Bumi Sulawesi menawarkan beragam destinasi wisata dan pemandangan alam yang mengesankan untuk dinikmati. IOX Adventure Club sebagai penyelenggara ekspedisi tahunan IOX (Indonesia Off-road Xpedition) memilki cara berbeda untuk menikmatinya sambil berekspedisi.

Selama 15 hari mulai 7 -21 Oktober mendatang, para peserta yang terdaftar dalam event IOX Celebes 2017 akan menjalani ekspedisi yang dimulai dari Kendari, Sulawesi Tenggara hingga Makassar, Sulawesi Selatan. Ini bukanlah sebuah perjalanan petualangan ringan, ganasnya hutan belantara bumi Sulawesi menjadi tantangan yang harus ditaklukan para peserta hingga garis finish.
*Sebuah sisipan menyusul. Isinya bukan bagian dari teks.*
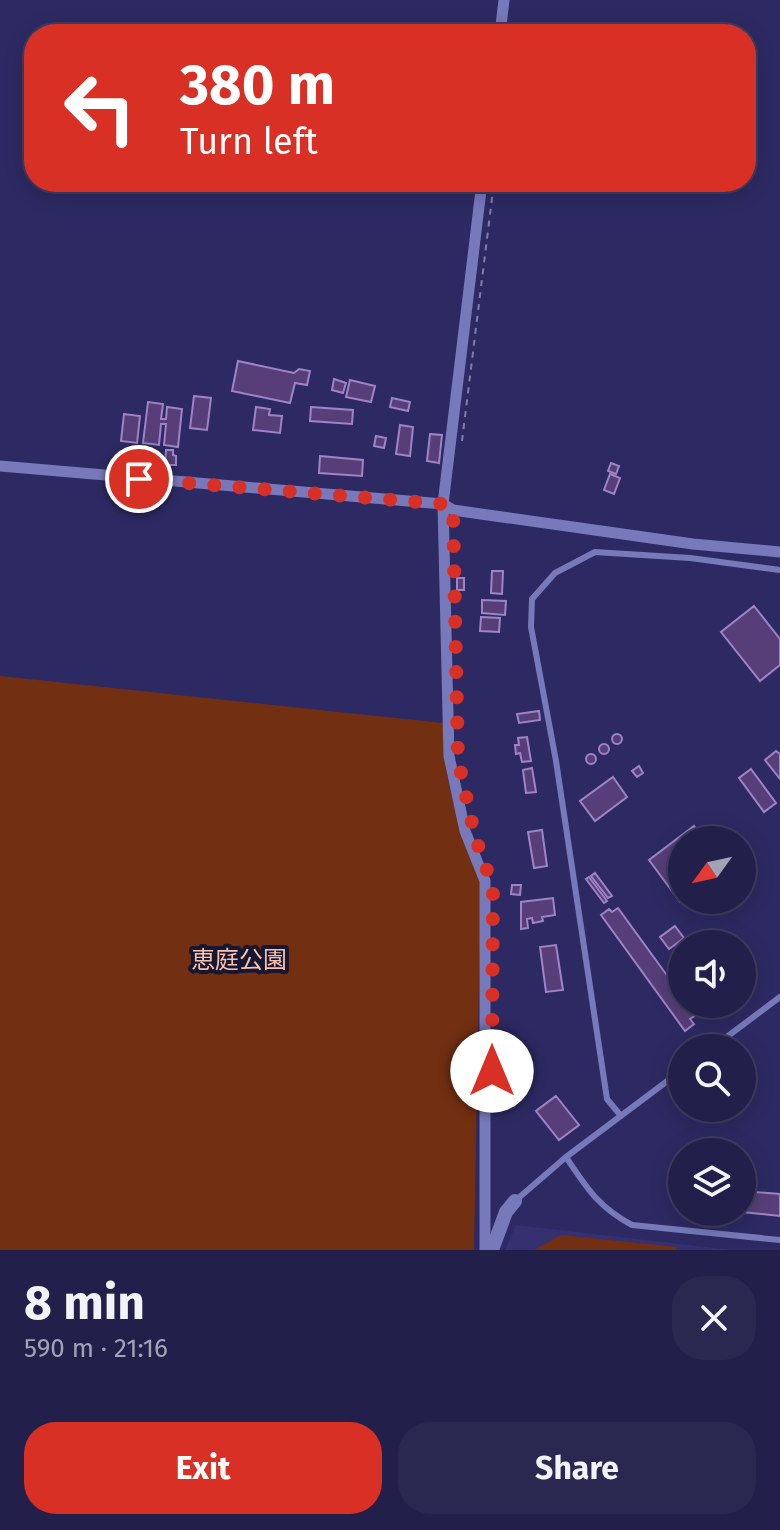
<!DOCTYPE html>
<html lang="en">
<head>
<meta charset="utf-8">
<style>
	body { margin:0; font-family:"Fira Sans","Noto Sans JP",sans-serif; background:#2a2851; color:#f1f3f6; height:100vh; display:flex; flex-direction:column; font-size:30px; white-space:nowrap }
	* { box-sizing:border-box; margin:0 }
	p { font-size:26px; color:#a2a3b5 }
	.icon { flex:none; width:44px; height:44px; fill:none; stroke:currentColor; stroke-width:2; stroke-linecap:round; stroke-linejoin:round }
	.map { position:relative; height:1250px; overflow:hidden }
	.details { display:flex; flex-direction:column; background:#22204a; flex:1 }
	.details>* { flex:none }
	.hud { position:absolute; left:24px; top:24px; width:732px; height:168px; border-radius:32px; box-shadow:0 4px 20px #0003,0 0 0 2px #3f3e62; background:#d93025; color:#fff; overflow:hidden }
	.needle { width:52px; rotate:237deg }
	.fabs { position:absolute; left:668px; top:826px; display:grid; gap:16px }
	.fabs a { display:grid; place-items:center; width:88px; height:88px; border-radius:50%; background:#22204a; box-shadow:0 4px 20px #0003,0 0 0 2px #3f3e62; font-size:40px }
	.pin { position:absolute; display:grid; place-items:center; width:68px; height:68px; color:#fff; margin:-34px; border:4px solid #fff; border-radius:50%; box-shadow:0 2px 8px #0007 }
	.me { position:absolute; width:88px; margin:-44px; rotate:0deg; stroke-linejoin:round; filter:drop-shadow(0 0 6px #0008) }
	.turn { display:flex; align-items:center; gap:28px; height:168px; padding:0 24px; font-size:36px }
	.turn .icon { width:104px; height:104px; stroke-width:2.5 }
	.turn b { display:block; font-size:56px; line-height:68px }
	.round { display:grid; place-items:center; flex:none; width:84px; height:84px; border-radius:32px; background:#2a2851 }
	.summary { display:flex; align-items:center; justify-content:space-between; height:136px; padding:0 24px }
	h1 { font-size:48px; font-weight:700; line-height:60px }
	.cta { display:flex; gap:16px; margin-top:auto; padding:16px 24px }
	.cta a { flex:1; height:92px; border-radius:32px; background:#d93025; color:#fff; font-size:32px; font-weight:700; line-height:92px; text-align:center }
	.cta a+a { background:#2a2851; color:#f1f3f6 }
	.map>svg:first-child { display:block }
</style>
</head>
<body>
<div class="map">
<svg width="780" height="1250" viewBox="0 0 780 1250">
	<rect width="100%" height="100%" fill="#2d2a63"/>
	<path fill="#353171" d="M516 1225 731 1250H505Z"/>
	<path fill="#722f11" d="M0 676 443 723C442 779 460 830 481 881L474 1250H0Z
		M561 1235 677 1247 676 1250H534Z"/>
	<path fill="#573e78" stroke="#9e84c5" stroke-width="2" d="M238 361 294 373 299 369 310 371 307 385 295 383 290 403 232 391Z
		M334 379 346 383 343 393 332 390Z
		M350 380 375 386 371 402 346 397Z
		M194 396 211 398 207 430 190 428Z
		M392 398 410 402 408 411 390 407Z
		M148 402 163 404 161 419H166L167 407 182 409 178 447 164 445 166 424H161L159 445 143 443Z
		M256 407 270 409 269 415 282 416 280 433 253 430Z
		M311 407 353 410 352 424 310 421Z
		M124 414 140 416 137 443 121 441Z
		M400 425 413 427 410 456 396 454Z
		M430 434 442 435 439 463 427 461Z
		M376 436 386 438 384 448 374 446Z
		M166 450H173V455L176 456V465H165Z
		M320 456 363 460 362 476 319 473Z
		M611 463 619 466 616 474 608 471Z
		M610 474 620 478 614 494 604 490Z
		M492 571H503L502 594 491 593Z
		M457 578H464V590H457Z
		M482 600 506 601 505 615 482 613Z
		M754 606 780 639V665L760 681 721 632Z
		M481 617 500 618 499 632 480 631Z
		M539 711 540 720 519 723 517 714Z
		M612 739a5 5 0 1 1 10 0a5 5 0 1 1-10 0Z
		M527 737 531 761 522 762 520 753 516 754 515 745H519L518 738Z
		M599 749a5 5 0 1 1 10 0a5 5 0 1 1-10 0Z
		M776 751 780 754V779L765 760Z
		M586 759a5 5 0 1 1 10 0a5 5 0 1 1-10 0Z
		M639 766 643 773 637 777 632 771Z
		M532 768 536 792 526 793 523 770Z
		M751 769 776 803 764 812 739 778Z
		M613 777 627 797 595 821 580 801Z
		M694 826 704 840H682L683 900 680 902 649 860Z
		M542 830 547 866 534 868 528 832Z
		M595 873 612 896 608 898 591 876Z
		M589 877 607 901 604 903 586 879Z
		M512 885H521L520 895 511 894Z
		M553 898 555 915 542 917 543 921 533 923 532 918 527 919 528 928 521 929V902Z
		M618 908 682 996V1004H688L696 1015 690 1019 694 1024 685 1031 601 915 609 909 612 912Z
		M675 926 684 938 669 949 660 937Z
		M556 945 563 990 546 992 540 947Z
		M556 1096 579 1125 559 1140 536 1111Z
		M742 1191 780 1194V1216L742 1212Z"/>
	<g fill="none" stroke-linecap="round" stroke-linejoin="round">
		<path stroke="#7f7ead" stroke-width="2" stroke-dasharray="6 6" stroke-linecap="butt" d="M462 441 494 182"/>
		<path stroke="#7879ba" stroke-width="6" d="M712 1048 780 997
			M621 1116 607 1099 556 761 531 627 532 599 555 573 595 552 690 558 780 570
			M566 1157C587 1188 598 1207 632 1225L780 1240
			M515 1201 566 1157 682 1070"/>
		<path stroke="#7879ba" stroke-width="11" d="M500 34 504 0
			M482 182 443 504 449 756 465 831 485 881V1250
			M0 466 443 504 453 510 693 544 780 552"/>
		<path stroke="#7879ba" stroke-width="14" d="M492 1250 506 1212 515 1201"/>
	</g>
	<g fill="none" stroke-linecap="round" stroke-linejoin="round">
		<path stroke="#d93025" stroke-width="14" stroke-dasharray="0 25.2" d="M139 479 443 504 453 510 458 759 475 837 493 887 492 1071"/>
	</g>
	<g text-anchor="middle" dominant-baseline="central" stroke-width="8" stroke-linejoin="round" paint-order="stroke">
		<g font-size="24" fill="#fac2ac" stroke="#181731">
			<text x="239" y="960">恵庭公園</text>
		</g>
	</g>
</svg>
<div class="fabs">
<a><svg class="needle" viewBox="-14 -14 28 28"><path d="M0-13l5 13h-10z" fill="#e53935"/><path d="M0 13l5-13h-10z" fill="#a2a3b5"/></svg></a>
<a><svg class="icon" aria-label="sound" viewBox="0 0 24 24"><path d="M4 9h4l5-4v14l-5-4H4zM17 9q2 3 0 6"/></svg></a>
<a><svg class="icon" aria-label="search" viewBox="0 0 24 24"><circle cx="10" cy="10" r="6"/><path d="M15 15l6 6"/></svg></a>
<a><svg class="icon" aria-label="layers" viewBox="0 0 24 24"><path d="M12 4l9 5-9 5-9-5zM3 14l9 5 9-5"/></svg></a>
</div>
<div class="pin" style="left:139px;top:479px;background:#d93025"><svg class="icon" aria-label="arrive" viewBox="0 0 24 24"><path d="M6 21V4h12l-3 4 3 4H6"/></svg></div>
<svg class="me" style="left:492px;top:1071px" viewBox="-20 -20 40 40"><circle r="19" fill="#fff"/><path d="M0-13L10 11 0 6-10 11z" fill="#d93025"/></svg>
<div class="hud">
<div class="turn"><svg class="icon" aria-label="left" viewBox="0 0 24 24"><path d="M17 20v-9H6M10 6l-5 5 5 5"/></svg><div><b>380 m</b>Turn left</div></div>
</div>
</div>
<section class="details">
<div class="summary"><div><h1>8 min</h1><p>590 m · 21:16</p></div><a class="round"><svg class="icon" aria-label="close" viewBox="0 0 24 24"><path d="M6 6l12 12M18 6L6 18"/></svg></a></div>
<div class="cta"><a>Exit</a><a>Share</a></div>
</section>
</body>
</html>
Oleh karenanya kesiapan kendaraan menjadi parameter utama kelayakan peserta untuk mengikuti event panjang ini.

Mengambil tempat di Epicentrum Walk, Kuningan, Jakarta Selatan, seluruh peserta yang tercatat sebanyak 79 kendaraan roda empat dan 52 kendaraan roda dua menjalani proses scrutineering sebelum kendaraan diberangkatkan ke Sulawesi. Berbagai point penting  menjadi konsentrasi panitia penyelenggara untuk diperiksa terkait kesiapan para peserta.

Grefion Kamil, Track Master dan Team Leader IOX Celebes 2017 menyebutkan, perjalanan selama 15 hari ini akan menempuh berbagai medan, mulai dari  ringan hingga berat. Di dalam trek IOX Celebes 2017 nanti, peserta akan melintasi 15 sungai dan membuka dua jalur jalan baru yang nantinya akan digunakan masyarakat setempat untuk beraktivitas.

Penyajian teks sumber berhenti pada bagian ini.